I feel it all belongs to the timing that the "universe" or what have you provides us. Its hit or miss and those of us what are lucky enough to pay attention and take the shortcuts fate has graciously decided to bestow once in a painfully scarce while, are the real winners. 


Friday, August 14, 2009

Airports

I've decided that the airport is the ultimate place for people watching. So many different colors, shapes, sizes, personalities and obvious travel styles (which to me says a lot about a person). There are people in high end name brand attire, there are business men in their "casual wear", single younger travelers with just a carry on. I'm currently sitting next to a outlet plug in the middle of my gate in the Denver Airport. Within the last 5 minutes i've seen at least 150 people. Couples, families, single independent women, old friends traveling together and I wonder where each of them are traveling to and what they have done up to this point to warrant their presence at the airport. I guess i'm fascinated by regular people and their regular stories. hmmph. I've decided to wear sunglasses at all times so no one can tell i'm staring. I just find differences in people so interesting. We as humans are 99.9% identical. It's only in the >.1% where we find all of our quirks, personalities and idiosyncrasies. 

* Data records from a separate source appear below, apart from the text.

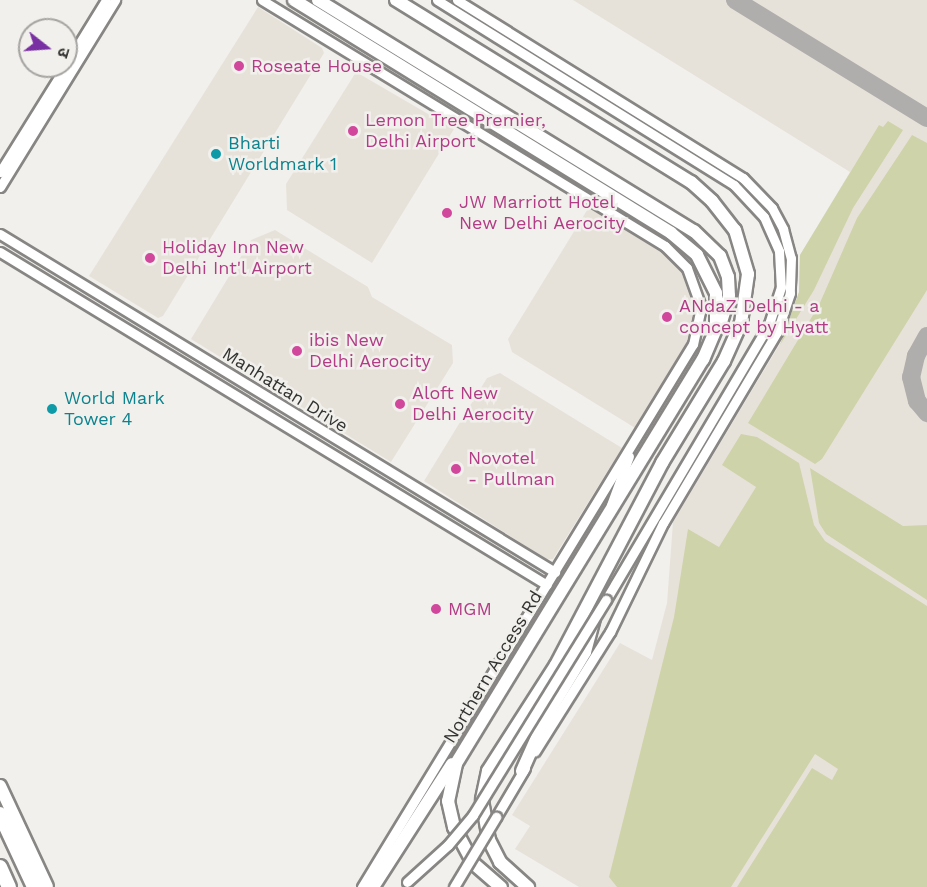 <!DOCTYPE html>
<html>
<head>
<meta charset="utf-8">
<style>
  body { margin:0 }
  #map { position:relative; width:927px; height:887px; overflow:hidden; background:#f1f0ec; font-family:"Work Sans","Noto Sans Devanagari",sans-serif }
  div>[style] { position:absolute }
  .built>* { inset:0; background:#e7e2d9 }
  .green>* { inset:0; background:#cfd3aa }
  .taxiway>* { height:18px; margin:-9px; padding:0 9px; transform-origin:9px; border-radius:9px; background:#b0aeac }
  .roads { filter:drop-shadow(2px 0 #888684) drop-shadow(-2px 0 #888684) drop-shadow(0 2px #888684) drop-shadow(0 -2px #888684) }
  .minor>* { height:9px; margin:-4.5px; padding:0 4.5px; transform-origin:4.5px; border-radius:4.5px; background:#fff }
  .major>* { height:12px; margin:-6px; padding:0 6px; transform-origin:6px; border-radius:6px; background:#fff }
  .highway>* { height:14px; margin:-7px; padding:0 7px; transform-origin:7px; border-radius:7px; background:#fff }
  .bridges { filter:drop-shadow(2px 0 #888684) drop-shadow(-2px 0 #888684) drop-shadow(0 2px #888684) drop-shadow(0 -2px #888684) }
  .minor-bridge>* { height:9px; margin:-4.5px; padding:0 4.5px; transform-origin:4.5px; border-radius:4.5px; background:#fff }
  .dots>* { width:16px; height:16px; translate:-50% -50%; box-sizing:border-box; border:3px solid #f1f0ec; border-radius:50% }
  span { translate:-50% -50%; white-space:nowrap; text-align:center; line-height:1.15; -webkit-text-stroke:5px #f1f0ec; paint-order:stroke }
  .hotel-label { font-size:18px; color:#b23c85 }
  .left { translate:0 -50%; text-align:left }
  .culture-label { font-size:18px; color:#0d838f }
  .street-label { font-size:18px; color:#333332 }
  .north { position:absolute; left:18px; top:18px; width:60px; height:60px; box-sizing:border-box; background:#f1f0ec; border:2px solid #a5a4a2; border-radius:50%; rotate:107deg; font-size:16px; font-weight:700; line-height:24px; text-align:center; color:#333332 }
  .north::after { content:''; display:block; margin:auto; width:21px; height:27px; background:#7930a3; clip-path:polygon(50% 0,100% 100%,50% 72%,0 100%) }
</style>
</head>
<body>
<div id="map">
  <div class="built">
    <i style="clip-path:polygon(573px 0,927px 0,927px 887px,579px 887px,515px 849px,530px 826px,512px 815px,620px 643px,652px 660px,667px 603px,673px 522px,787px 332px,799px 292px,800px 255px,850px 172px)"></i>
    <i style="clip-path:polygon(258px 7px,322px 48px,324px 53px,163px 316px,158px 318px,89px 276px)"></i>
    <i style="clip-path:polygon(356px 72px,454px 129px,372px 263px,287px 210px,286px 184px)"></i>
    <i style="clip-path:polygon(589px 207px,667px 254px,686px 273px,695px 298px,694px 337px,640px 431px,512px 352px,508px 339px)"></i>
    <i style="clip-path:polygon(275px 230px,368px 287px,372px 297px,452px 345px,453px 363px,391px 462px,191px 339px,251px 240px)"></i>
    <i style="clip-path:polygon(500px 373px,622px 448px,553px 559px,546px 559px,424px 481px,487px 378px)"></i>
  </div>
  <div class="green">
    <i style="clip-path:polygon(888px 121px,903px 130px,853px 208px,814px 290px,780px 345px,799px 292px,800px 255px,879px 125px,883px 127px)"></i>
    <i style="clip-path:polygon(912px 135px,927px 143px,927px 290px,822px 459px,815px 464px,748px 423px,819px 305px,857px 218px)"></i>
    <i style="clip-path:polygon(741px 434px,757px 437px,799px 463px,814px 525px,825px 541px,927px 606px,927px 887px,737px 887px,812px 768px,832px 780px,838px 769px,815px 754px,731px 887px,617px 887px,609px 877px,674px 617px,688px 529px,719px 547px,756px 487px,722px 465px)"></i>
    <i style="clip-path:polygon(810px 468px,903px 526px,927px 525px,927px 600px,826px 534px,819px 523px)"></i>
  </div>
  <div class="taxiway">
    <i style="left:735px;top:0;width:225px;rotate:31.6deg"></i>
    <i style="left:927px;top:336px;width:23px;rotate:119deg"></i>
    <i style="left:916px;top:356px;width:22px;rotate:103deg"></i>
    <i style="left:911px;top:377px;width:25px;rotate:76deg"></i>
    <i style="left:917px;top:401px;width:16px;rotate:50deg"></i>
  </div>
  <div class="roads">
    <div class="minor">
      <i style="left:262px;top:0;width:472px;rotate:31.4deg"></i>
      <i style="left:665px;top:246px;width:31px;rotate:45deg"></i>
      <i style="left:687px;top:268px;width:41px;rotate:70.3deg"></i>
      <i style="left:701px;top:307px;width:38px;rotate:102deg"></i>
      <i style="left:693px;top:344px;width:636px;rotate:121.37deg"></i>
      <i style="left:437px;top:0;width:350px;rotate:31.9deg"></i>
      <i style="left:734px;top:185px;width:44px;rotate:46.8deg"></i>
      <i style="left:764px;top:217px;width:37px;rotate:66deg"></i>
      <i style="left:779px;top:251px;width:36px;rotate:87deg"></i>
      <i style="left:781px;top:287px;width:39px;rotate:108deg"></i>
      <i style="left:769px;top:324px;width:321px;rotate:120.6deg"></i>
      <i style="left:457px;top:0;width:337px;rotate:31.9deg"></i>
      <i style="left:743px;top:178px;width:42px;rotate:46deg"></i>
      <i style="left:772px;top:208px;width:24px;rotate:62deg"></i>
      <i style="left:783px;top:229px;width:30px;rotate:75deg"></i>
      <i style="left:791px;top:258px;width:35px;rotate:92deg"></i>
      <i style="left:790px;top:293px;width:41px;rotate:108.4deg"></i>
      <i style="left:777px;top:332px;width:222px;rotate:120.8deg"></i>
      <i style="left:663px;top:523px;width:121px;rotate:115.9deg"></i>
      <i style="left:610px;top:632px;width:141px;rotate:122.2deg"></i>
      <i style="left:66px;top:65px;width:76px;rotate:-58.4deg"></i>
      <i style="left:0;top:172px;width:125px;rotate:-58.1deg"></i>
      <i style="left:0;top:187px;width:220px;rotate:-58.4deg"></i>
      <i style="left:0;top:234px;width:650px;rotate:31.34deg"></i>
      <i style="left:0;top:252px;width:640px;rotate:31.33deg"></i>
      <i style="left:611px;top:505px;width:52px;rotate:-69.8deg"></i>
      <i style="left:496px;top:817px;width:57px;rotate:-59.4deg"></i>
    </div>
    <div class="major">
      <i style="left:294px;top:0;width:443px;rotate:31.7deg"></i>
      <i style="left:671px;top:233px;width:34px;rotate:40deg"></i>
      <i style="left:697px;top:255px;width:42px;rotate:63.4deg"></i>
      <i style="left:716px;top:293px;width:36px;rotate:90deg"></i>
      <i style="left:716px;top:329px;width:33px;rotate:113deg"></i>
      <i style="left:703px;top:359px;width:474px;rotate:121.4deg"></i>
      <i style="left:456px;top:764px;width:38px;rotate:102deg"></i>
      <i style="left:448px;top:801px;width:27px;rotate:77deg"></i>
      <i style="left:454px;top:827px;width:41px;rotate:62.2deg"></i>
      <i style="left:473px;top:863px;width:37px;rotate:41deg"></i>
      <i style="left:318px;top:0;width:441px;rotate:31.6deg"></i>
      <i style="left:694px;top:231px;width:36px;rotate:44deg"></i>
      <i style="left:720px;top:256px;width:22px;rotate:69deg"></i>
      <i style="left:728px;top:277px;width:19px;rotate:87deg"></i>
      <i style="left:729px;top:296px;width:28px;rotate:107deg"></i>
      <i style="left:396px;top:0;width:347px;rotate:31.7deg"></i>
      <i style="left:691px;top:182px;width:28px;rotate:42deg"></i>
      <i style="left:712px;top:201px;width:37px;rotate:52deg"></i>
      <i style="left:735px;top:230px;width:46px;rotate:73.5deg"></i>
      <i style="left:748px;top:274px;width:49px;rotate:98.1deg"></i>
      <i style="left:741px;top:323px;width:42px;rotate:114.1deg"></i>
      <i style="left:724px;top:361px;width:119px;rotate:121.3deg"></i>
      <i style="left:662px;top:463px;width:228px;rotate:117.7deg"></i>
      <i style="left:556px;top:665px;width:126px;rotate:122.7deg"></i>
      <i style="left:488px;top:771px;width:30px;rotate:102deg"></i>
      <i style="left:482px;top:800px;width:41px;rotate:80.1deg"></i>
      <i style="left:489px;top:840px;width:25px;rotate:63deg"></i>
      <i style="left:500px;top:862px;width:38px;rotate:42deg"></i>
      <i style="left:522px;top:771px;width:59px;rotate:-66deg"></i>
      <i style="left:546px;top:717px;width:76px;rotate:-59deg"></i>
      <i style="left:585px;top:652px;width:35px;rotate:-75deg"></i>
      <i style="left:0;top:786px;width:111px;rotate:65deg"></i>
      <i style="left:373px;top:887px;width:146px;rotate:-57.3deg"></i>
    </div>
    <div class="highway">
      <i style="left:0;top:814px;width:81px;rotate:65deg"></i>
      <i style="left:0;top:867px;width:22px;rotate:66deg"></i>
    </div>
  </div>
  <div class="bridges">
    <div class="minor-bridge">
      <i style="left:407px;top:882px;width:55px;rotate:-42.1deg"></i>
      <i style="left:448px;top:845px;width:39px;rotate:-50deg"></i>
      <i style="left:473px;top:815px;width:253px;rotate:-58.3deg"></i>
      <i style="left:454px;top:887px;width:82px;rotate:-59deg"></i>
    </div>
  </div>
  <div class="dots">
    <i style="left:239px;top:66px;background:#d1479c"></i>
    <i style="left:353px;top:131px;background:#d1479c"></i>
    <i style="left:216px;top:154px;background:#0f9aa8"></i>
    <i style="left:447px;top:213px;background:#d1479c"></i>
    <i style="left:150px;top:258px;background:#d1479c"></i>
    <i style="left:667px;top:317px;background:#d1479c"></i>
    <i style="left:297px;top:351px;background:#d1479c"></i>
    <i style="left:400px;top:404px;background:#d1479c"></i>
    <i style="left:52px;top:409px;background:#0f9aa8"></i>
    <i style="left:456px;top:469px;background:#d1479c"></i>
    <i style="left:436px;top:609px;background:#d1479c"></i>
  </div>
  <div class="hotel-label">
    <span class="left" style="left:251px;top:66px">Roseate House</span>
    <span class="left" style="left:365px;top:131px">Lemon Tree Premier,<br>Delhi Airport</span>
    <span class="left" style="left:459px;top:213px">JW Marriott Hotel<br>New Delhi Aerocity</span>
    <span class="left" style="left:162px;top:258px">Holiday Inn New<br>Delhi Int'l Airport</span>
    <span class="left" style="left:679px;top:317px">ANdaZ Delhi - a<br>concept by Hyatt</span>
    <span class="left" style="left:309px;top:351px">ibis New<br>Delhi Aerocity</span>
    <span class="left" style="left:412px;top:404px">Aloft New<br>Delhi Aerocity</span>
    <span class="left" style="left:468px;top:469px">Novotel<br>- Pullman</span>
    <span class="left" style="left:448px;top:609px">MGM</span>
  </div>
  <div class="culture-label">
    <span class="left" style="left:228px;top:154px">Bharti<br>Worldmark 1</span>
    <span class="left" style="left:64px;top:409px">World Mark<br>Tower 4</span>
  </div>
  <div class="street-label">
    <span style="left:285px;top:390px;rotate:32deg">Manhattan Drive</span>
    <span style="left:493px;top:667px;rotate:-59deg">Northern Access Rd</span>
  </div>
  <div class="north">उ</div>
</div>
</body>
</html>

I'm on a rant. I tend to have those when i'm stuck in the airport and they offer free wi-fi. yay blogging. 

Here are some pictures from my going away party with my friends and family. this is a link to my facebook album. 

T-4 days until I meet everyone.  See you all soon, can't wait to start this adventure! 

Wednesday, August 12, 2009

Getting Closer

I type with anticipation and anxiety, but I also feel extremely excited for the coming adventures. The last few months have been filled with amazing memories made, wonderful send-off's from both the island and home, and excursions with friends. I have never felt so loved! These feelings come at a time of major change in my life, which adds to my meager apprehension. I am going to miss all these people with whom I have grown up and been through many different stages thus far. My only consolation is the knowledge that saying "goodbye" really isn't as final as it used to be. I will have adequate internet time and skype is such a connecter. 

My bags are packed (not without some multiple sessions of unpacking) and I left ventura for the last time, at least for awhile. Friday I will be flying to D.C., where i'll be touring and relaxing with my mom and gene for a few days. I'm excited to eat a lot of rich food and relax for a few days before heading off to the Asian continent. There are so many things I have been thinking about all at once, its hard to even write an entry with a focused mind. I guess a mini update wouldn't be out of order. 

I left the island in the middle of july and since then i've eaten some really great mexican food, taken a trip to portland, climbed a lot and "tied up loose ends" so to speak. I've been also doing a lot of language learning of Russian through online Rosetta Stone. 

All that is left now is enjoy D.C., relax and prepare my mind for the journey ahead.